Ambiente, Politica, Prima pagina
26 Febbraio 2024
L’ha dichiarata la Città Metropolitana, approvando un piano di contenimento che fa discutere

La “guerra ai piccioni” ora è realtà

Insorgono gli animalisti, la Lida: «Un piano barbaro e cruento, ma meno caro degli anticoncezionali»
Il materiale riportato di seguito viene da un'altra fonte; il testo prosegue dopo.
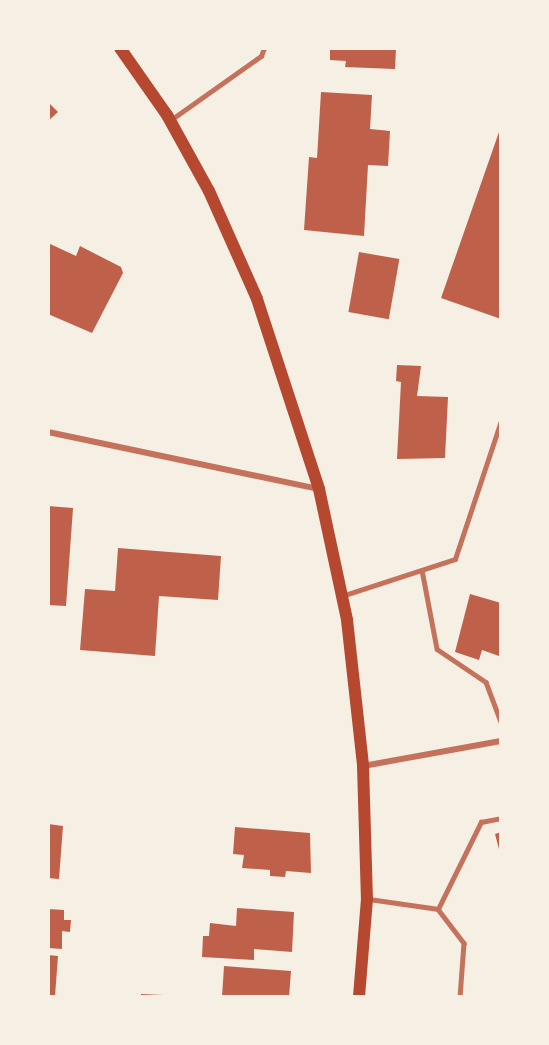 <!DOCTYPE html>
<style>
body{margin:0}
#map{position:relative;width:549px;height:1045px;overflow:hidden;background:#f6efe4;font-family:Quicksand,sans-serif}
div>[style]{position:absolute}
.building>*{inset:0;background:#bf614a;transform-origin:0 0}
.service>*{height:4.5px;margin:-2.25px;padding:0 2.25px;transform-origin:2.25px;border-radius:2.25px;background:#c5725c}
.minor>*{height:6px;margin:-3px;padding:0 3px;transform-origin:3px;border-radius:3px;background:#c5725c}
.secondary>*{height:12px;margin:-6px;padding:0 6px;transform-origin:6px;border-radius:6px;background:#b5482f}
span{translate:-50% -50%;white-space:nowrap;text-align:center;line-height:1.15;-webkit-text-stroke:5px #f6efe4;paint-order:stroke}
.frame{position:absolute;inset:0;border:50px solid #f6efe4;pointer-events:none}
</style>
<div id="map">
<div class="building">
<div style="clip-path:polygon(330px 48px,396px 48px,395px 69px,345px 67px,346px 61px,330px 60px)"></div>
<div style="clip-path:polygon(321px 92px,372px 95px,370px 129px,390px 131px,388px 166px,368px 165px,364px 236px,304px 230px,309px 157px,317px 158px)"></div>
<div style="clip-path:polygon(48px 102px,58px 112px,48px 121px)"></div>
<div style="clip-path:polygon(499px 132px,501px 133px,501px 319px,441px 298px)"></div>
<div style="clip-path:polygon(48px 243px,76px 256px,80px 246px,121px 267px,123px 273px,92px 333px,48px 314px)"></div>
<div style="left:359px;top:252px;width:41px;height:61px;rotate:10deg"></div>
<div style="clip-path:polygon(397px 365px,421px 366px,417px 396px,448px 397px,445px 458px,397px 459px,401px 382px,396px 381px)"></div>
<div style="clip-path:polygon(48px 506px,73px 508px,66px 606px,48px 605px)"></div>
<div style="clip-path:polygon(118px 548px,221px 556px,218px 600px,159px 596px,155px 656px,80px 650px,85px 589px,115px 591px)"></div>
<div style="clip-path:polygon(470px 594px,501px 603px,499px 656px,482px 650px,479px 660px,455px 652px)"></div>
<div style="clip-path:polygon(48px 824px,63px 826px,59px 879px,48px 878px)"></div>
<div style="clip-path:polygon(235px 827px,310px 833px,311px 873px,286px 871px,285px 877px,270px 876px,270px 870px,242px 868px,244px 855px,233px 854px)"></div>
<div style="clip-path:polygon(501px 832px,501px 853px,500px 853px,495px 834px)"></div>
<div style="clip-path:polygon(237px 908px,294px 912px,292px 952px,254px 949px,254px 960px,202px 957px,203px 936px,209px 936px,210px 923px,236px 926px)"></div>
<div style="clip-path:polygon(48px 909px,64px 910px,64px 920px,71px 920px,70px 932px,62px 931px,62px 949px,48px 948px)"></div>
<div style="clip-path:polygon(48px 955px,58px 956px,55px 996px,48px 995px)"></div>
<div style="clip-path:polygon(224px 966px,291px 971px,289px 997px,222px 997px)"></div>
<div style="clip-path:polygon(141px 994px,164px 995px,164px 997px,141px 997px)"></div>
</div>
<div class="service">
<div style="left:172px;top:119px;width:109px;rotate:-35.3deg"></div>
<div style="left:261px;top:56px;width:9px;rotate:-69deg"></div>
<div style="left:422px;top:570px;width:80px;rotate:79.2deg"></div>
<div style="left:437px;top:649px;width:59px;rotate:34deg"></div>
<div style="left:486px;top:682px;width:43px;rotate:69.4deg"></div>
<div style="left:342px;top:596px;width:119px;rotate:-18.1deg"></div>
<div style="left:455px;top:559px;width:145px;rotate:-71.6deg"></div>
<div style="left:369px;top:899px;width:70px;rotate:8.2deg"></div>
<div style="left:438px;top:909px;width:43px;rotate:52.6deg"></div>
<div style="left:464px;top:943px;width:54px;rotate:94.2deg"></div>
<div style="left:438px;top:909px;width:97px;rotate:-63.7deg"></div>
<div style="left:481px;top:822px;width:20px;rotate:-11deg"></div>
</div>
<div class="minor">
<div style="left:48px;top:432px;width:276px;rotate:11.9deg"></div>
<div style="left:363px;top:766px;width:140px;rotate:-10.3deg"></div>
</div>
<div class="secondary">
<div style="left:120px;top:48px;width:82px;rotate:55deg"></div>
<div style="left:167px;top:115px;width:87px;rotate:61.1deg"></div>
<div style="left:209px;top:191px;width:118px;rotate:66deg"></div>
<div style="left:257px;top:299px;width:200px;rotate:71.9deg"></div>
<div style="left:319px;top:489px;width:134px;rotate:77.9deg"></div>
<div style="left:347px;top:620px;width:147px;rotate:83.7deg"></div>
<div style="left:363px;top:766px;width:133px;rotate:88.3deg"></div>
<div style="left:367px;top:899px;width:98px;rotate:94.7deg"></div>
</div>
<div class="frame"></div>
</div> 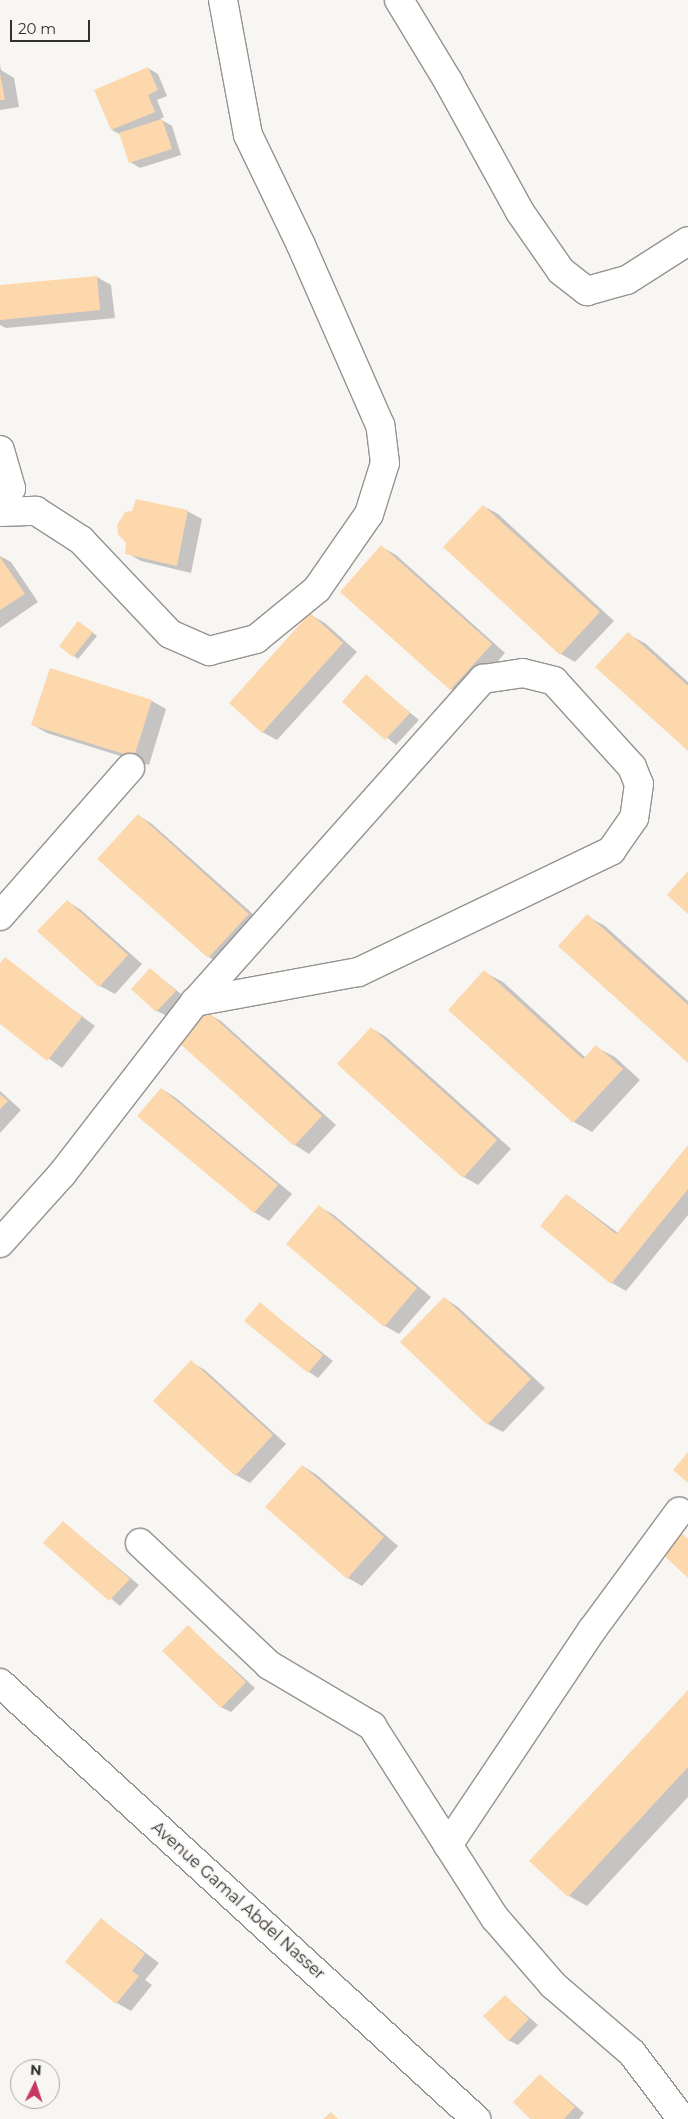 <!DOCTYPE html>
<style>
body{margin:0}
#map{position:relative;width:688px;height:2119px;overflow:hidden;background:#f8f6f3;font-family:Montserrat,sans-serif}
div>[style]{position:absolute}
.shadow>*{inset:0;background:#0003}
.building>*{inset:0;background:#fdd8ad}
.roads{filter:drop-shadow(1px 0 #959391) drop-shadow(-1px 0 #959391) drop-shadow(0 1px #959391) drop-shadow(0 -1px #959391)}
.minor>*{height:28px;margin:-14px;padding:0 14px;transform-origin:14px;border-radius:14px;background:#fff}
span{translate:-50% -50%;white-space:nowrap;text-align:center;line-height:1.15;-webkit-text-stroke:4px #f8f6f3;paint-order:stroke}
.street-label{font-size:16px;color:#313130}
.north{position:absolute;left:10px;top:2059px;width:50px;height:50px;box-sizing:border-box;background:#f8f6f3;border:1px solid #a8a7a5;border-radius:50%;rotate:4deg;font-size:14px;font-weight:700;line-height:20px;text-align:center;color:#313130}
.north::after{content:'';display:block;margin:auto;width:18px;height:22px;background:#c63861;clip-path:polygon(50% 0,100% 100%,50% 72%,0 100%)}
.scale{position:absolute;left:10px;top:20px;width:80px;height:22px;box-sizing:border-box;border:2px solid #313130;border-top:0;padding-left:6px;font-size:15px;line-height:18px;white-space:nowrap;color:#313130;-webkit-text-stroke:4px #f8f6f3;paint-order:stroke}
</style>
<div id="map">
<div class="shadow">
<div style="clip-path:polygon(0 64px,1px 70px,14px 78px,19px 107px,0 110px)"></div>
<div style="clip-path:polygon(148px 68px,158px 74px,167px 96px,157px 100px,164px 117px,160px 119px,172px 126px,181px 155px,140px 168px,130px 162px,121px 135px,112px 130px)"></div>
<div style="clip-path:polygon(97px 277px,111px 285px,115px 318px,6px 328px,0 325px,0 287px)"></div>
<div style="clip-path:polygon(483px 506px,498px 514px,614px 621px,575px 662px,561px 654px)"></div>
<div style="clip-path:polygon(187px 511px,202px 519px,191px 573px,141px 561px,127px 553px)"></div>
<div style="clip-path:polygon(382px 547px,396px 555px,505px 653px,465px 698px,451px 689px,341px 591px)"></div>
<div style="clip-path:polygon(0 556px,11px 562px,38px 602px,0 628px)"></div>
<div style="clip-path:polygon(311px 615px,325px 623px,357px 652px,277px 740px,262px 732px)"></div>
<div style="clip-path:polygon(83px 625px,97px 636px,78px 659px,61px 646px)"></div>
<div style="clip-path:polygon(628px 634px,646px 644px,688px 682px,688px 749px)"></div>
<div style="clip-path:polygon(50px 669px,152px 701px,166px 709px,149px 765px,47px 733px,33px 725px)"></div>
<div style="clip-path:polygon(366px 676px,419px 720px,396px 745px,343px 701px)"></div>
<div style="clip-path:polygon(138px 815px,152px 824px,263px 923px,223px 966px,209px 957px,99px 859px)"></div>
<div style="clip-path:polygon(67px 901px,81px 910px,142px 964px,115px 994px,100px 986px)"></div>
<div style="clip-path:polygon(587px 916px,605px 926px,688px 1001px,688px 1061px)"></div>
<div style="clip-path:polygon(5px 959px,95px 1026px,62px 1068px,0 1023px,0 965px)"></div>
<div style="clip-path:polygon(151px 970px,185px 997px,167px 1016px,157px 1011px)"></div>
<div style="clip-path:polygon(484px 972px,503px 982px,586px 1058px,596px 1047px,615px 1057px,640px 1080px,592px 1132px,574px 1122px)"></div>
<div style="clip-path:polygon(207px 1013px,221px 1021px,336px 1125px,309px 1154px,295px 1145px,180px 1042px)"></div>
<div style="clip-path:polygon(371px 1028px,386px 1037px,511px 1149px,478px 1185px,464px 1177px)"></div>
<div style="clip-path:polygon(162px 1089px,176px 1098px,292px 1194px,269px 1221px,254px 1212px,139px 1116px)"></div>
<div style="clip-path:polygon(0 1091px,21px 1110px,0 1133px)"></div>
<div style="clip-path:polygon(688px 1147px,688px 1215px,626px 1291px,612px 1283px,567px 1195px,618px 1233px)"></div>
<div style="clip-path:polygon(320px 1207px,334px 1215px,431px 1297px,399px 1334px,385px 1326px)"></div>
<div style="clip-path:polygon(444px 1298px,458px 1307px,545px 1388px,503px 1432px,488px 1424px)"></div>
<div style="clip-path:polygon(260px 1304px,333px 1361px,318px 1378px,309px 1372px)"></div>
<div style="clip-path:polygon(191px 1362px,205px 1370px,286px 1444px,250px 1483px,236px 1475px)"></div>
<div style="clip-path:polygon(303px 1466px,317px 1475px,398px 1546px,362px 1586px,348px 1578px)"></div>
<div style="clip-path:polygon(63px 1522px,139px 1585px,120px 1606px,44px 1543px)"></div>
<div style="clip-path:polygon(188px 1627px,255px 1688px,231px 1712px,221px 1707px)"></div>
<div style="clip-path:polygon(688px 1691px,688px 1797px,587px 1906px,569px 1896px)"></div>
<div style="clip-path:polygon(102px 1920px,159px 1963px,145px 1980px,152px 1985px,131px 2011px,117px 2003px)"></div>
<div style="clip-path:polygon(505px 1996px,538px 2025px,518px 2045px,508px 2040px)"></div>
<div style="clip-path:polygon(540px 2075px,584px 2113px,579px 2119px,532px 2119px)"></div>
</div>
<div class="building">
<div style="clip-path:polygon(148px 67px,158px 90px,148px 95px,155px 112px,111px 130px,94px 90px)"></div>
<div style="clip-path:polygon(0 74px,5px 100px,0 100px)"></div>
<div style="clip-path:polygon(162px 119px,172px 149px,129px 163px,119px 133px)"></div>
<div style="clip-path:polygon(97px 276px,100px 310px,0 320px,0 285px)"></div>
<div style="clip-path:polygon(136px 499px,188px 510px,177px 566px,125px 554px,126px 543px,118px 534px,117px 525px,125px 512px,132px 511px)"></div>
<div style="clip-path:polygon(483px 505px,600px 612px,560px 655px,443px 547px)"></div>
<div style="clip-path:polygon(381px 545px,492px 644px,450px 690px,340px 592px)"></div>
<div style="clip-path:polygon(0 557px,25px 594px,0 610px)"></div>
<div style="clip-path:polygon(310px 613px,343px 643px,262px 733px,229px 703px)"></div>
<div style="clip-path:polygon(78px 621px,93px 632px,73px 657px,59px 646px)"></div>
<div style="clip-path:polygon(628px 632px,688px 686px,688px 751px,595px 667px)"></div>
<div style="clip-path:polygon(50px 668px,152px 700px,134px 757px,31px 725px)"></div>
<div style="clip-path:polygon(366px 674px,410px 713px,385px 740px,342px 702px)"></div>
<div style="clip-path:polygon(138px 814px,249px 914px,208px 958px,97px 859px)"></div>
<div style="clip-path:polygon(688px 871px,688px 914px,667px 895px)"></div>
<div style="clip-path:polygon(67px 900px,128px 955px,99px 987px,37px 931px)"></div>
<div style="clip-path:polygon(587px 914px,688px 1005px,688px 1063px,558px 946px)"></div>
<div style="clip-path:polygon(5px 957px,82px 1017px,47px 1061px,0 1024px,0 963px)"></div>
<div style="clip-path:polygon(150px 968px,176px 991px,156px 1012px,131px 989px)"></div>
<div style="clip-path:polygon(484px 970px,583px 1059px,596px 1045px,623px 1069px,573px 1123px,448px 1010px)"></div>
<div style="clip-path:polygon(207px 1011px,322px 1116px,294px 1146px,178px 1042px)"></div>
<div style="clip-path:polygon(371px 1027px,497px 1140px,463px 1178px,337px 1064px)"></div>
<div style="clip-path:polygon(161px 1088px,278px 1185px,254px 1213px,137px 1116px)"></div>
<div style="clip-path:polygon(0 1094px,8px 1101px,0 1109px)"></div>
<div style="clip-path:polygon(688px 1145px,688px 1189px,611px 1284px,540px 1226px,566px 1194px,616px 1234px)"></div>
<div style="clip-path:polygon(319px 1205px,417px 1288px,384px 1327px,286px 1244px)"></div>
<div style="clip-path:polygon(444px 1297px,531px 1379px,487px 1425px,400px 1342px)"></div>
<div style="clip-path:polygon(260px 1302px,323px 1355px,308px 1373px,244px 1321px)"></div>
<div style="clip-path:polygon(191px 1360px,273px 1435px,235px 1476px,153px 1401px)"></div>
<div style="clip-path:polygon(688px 1452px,688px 1483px,673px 1470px)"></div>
<div style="clip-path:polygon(302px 1465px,384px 1537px,347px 1579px,265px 1507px)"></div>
<div style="clip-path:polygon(63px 1521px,130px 1579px,109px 1601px,43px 1543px)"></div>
<div style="clip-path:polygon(677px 1529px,688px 1539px,688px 1578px,657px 1549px)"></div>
<div style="clip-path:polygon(188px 1625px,246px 1682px,221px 1708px,162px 1651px)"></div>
<div style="clip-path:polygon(688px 1690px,688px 1767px,568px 1897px,529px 1861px)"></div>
<div style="clip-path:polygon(101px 1918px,145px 1954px,132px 1971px,139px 1976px,116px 2004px,65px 1962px)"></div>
<div style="clip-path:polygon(505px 1995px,529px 2019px,508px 2041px,483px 2016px)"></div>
<div style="clip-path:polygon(540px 2074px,575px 2107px,564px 2119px,530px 2119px,513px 2102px)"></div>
<div style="clip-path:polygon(331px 2112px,338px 2119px,323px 2119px)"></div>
</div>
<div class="roads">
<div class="minor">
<div style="left:399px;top:0;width:95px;rotate:58.8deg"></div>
<div style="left:448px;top:81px;width:149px;rotate:61.2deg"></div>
<div style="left:520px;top:212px;width:72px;rotate:55.2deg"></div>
<div style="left:561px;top:271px;width:33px;rotate:38deg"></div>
<div style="left:587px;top:291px;width:41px;rotate:-15.4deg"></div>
<div style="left:627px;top:280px;width:72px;rotate:-32.6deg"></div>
<div style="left:0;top:450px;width:40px;rotate:74deg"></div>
<div style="left:11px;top:488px;width:22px;rotate:120deg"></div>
<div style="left:0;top:512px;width:36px;rotate:-2deg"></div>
<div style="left:36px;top:511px;width:54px;rotate:32.8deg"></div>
<div style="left:81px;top:540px;width:129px;rotate:46.6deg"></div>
<div style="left:170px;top:634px;width:43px;rotate:23.6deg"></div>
<div style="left:209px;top:651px;width:49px;rotate:-14.3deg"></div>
<div style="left:256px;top:639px;width:79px;rotate:-39.3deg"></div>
<div style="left:317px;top:589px;width:91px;rotate:-55.3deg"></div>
<div style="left:369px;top:514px;width:53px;rotate:-72.6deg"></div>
<div style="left:385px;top:463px;width:38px;rotate:-97deg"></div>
<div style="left:380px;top:425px;width:197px;rotate:-113.7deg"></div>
<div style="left:301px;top:245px;width:122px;rotate:-115.7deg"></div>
<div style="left:248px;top:135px;width:137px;rotate:-100.5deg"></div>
<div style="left:0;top:916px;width:197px;rotate:-48.7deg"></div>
<div style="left:0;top:1243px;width:93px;rotate:-48.1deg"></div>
<div style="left:62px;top:1174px;width:217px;rotate:-52.3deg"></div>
<div style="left:195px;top:1002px;width:433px;rotate:-48.3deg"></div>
<div style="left:483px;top:679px;width:40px;rotate:-8.5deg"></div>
<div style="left:523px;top:673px;width:32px;rotate:14deg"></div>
<div style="left:554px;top:681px;width:116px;rotate:47.8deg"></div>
<div style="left:632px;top:767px;width:18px;rotate:68deg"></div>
<div style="left:639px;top:784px;width:34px;rotate:98deg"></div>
<div style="left:634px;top:818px;width:40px;rotate:124.9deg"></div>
<div style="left:611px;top:851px;width:280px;rotate:154.4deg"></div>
<div style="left:358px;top:972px;width:166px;rotate:169.6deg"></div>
<div style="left:140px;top:1543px;width:178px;rotate:43.4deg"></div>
<div style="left:269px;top:1665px;width:120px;rotate:30.6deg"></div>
<div style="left:372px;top:1726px;width:228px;rotate:57.4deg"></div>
<div style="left:495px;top:1918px;width:89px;rotate:49.1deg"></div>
<div style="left:553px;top:1985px;width:104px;rotate:40.7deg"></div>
<div style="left:632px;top:2053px;width:83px;rotate:52.9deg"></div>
<div style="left:0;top:1683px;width:646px;rotate:42.49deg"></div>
<div style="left:448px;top:1845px;width:259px;rotate:-56.2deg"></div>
<div style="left:592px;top:1630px;width:147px;rotate:-53.6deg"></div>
</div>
</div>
<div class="street-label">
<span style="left:238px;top:1901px;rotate:42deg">Avenue Gamal Abdel Nasser</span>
</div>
<div class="north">N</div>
<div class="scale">20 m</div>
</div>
È guerra ai piccioni: sono troppi, sporcano, portano malattie, danneggiano i campi agricoli. E così la Città metropolitana ha dato il via a un piano quinquennale per l’eliminazione dei volatili considerati in eccesso: saranno catturati da addetti comunali con gabbie-trappola nelle aree urbane mentre fuori dai centri abitati si potrà direttamente sparare loro con un fucile da caccia: in questo caseo se ne occuperanno operatori appositamente formati e autorizzati dall’ex Provincia. Qualcuno ricorderà che a causa della infestazione da zecche dei colombi la scorsa primavera furono chiusi per alcuni giorni i due plessi del Fermi- Galilei di Ciriè. Non è quindi un caso che l’iniziativa di cui sopra arrivi in qualche modo dal nostro territorio, attraverso una mozione presentata da Davide D’Agostino, consigliere in quota Fratelli d’Italia in Consiglio comunale a Ciriè e in quello della Città Metropolitana di Torino. «Confermo che l’iniziativa sul contenimento di questi volatili nasce da una mia mozione – afferma D’Agostino – finalmente le Amministrazioni comunali ed i cittadini potranno avere un riferimento univoco su tutto il territorio provinciale, su come affrontare il problema delle colonie di piccioni fuori controllo».

Il consigliere Metropolitano di FdI aggiunge inoltre che il provvedimento è stato approvato all’unanimità dal Consiglio anche in relazione «al grave episodio che ha portato alla sospensione delle lezioni all’istituto Fermi-Galilei di Ciriè per criticità sanitarie connesse alla presenza di piccioni: oggi interveniamo concretamente», e per rispondere alle associazioni di agricoltori che avevano chiesto di intervenire per evitare la devastazione delle coltivazioni in fase di semina. Danni che Coldiretti stima in 5 milioni e mezzo di euro a fronte di una presenza di 2,5 milioni di questi uccelli. Un aumento sproporzionato dunque, che, secondo il piano redatto dalla Città Metropolitana, necessitava di “misure draconiane”. Già perché è previsto che per i suddetti volatili non vi sarebbe altra soculuzione che quella cruenta.

Naturalmente sono diametralmente opposte le idee che arrivano sul provvedimento da parte del mondo dell’animalismo e. in gran parte, dell’ambientalismo: «Esistono soluzioni alternative che sul problema sono già state applicate e funzionano, a partire dagli anticoncezionali nei mangimi e nelle granaglie di cui si cibano questi animali ma forse sono più costosi di una pallottola o tagliola» – commenta provocatoriamente Laura Masutti, responsabile per il Ciriacese e le Valli di Lanzo della Lida. Sulla stessa linea d’onda Rosalba Nattero, presidente di Sos Gaia, associazione facente parte del Tavolo Regionale Animali & Ambiente: «L’ennesimo scellerato messaggio con cui si affida ogni soluzione alla violenza e alla sopraffazione: in questo caso di animali».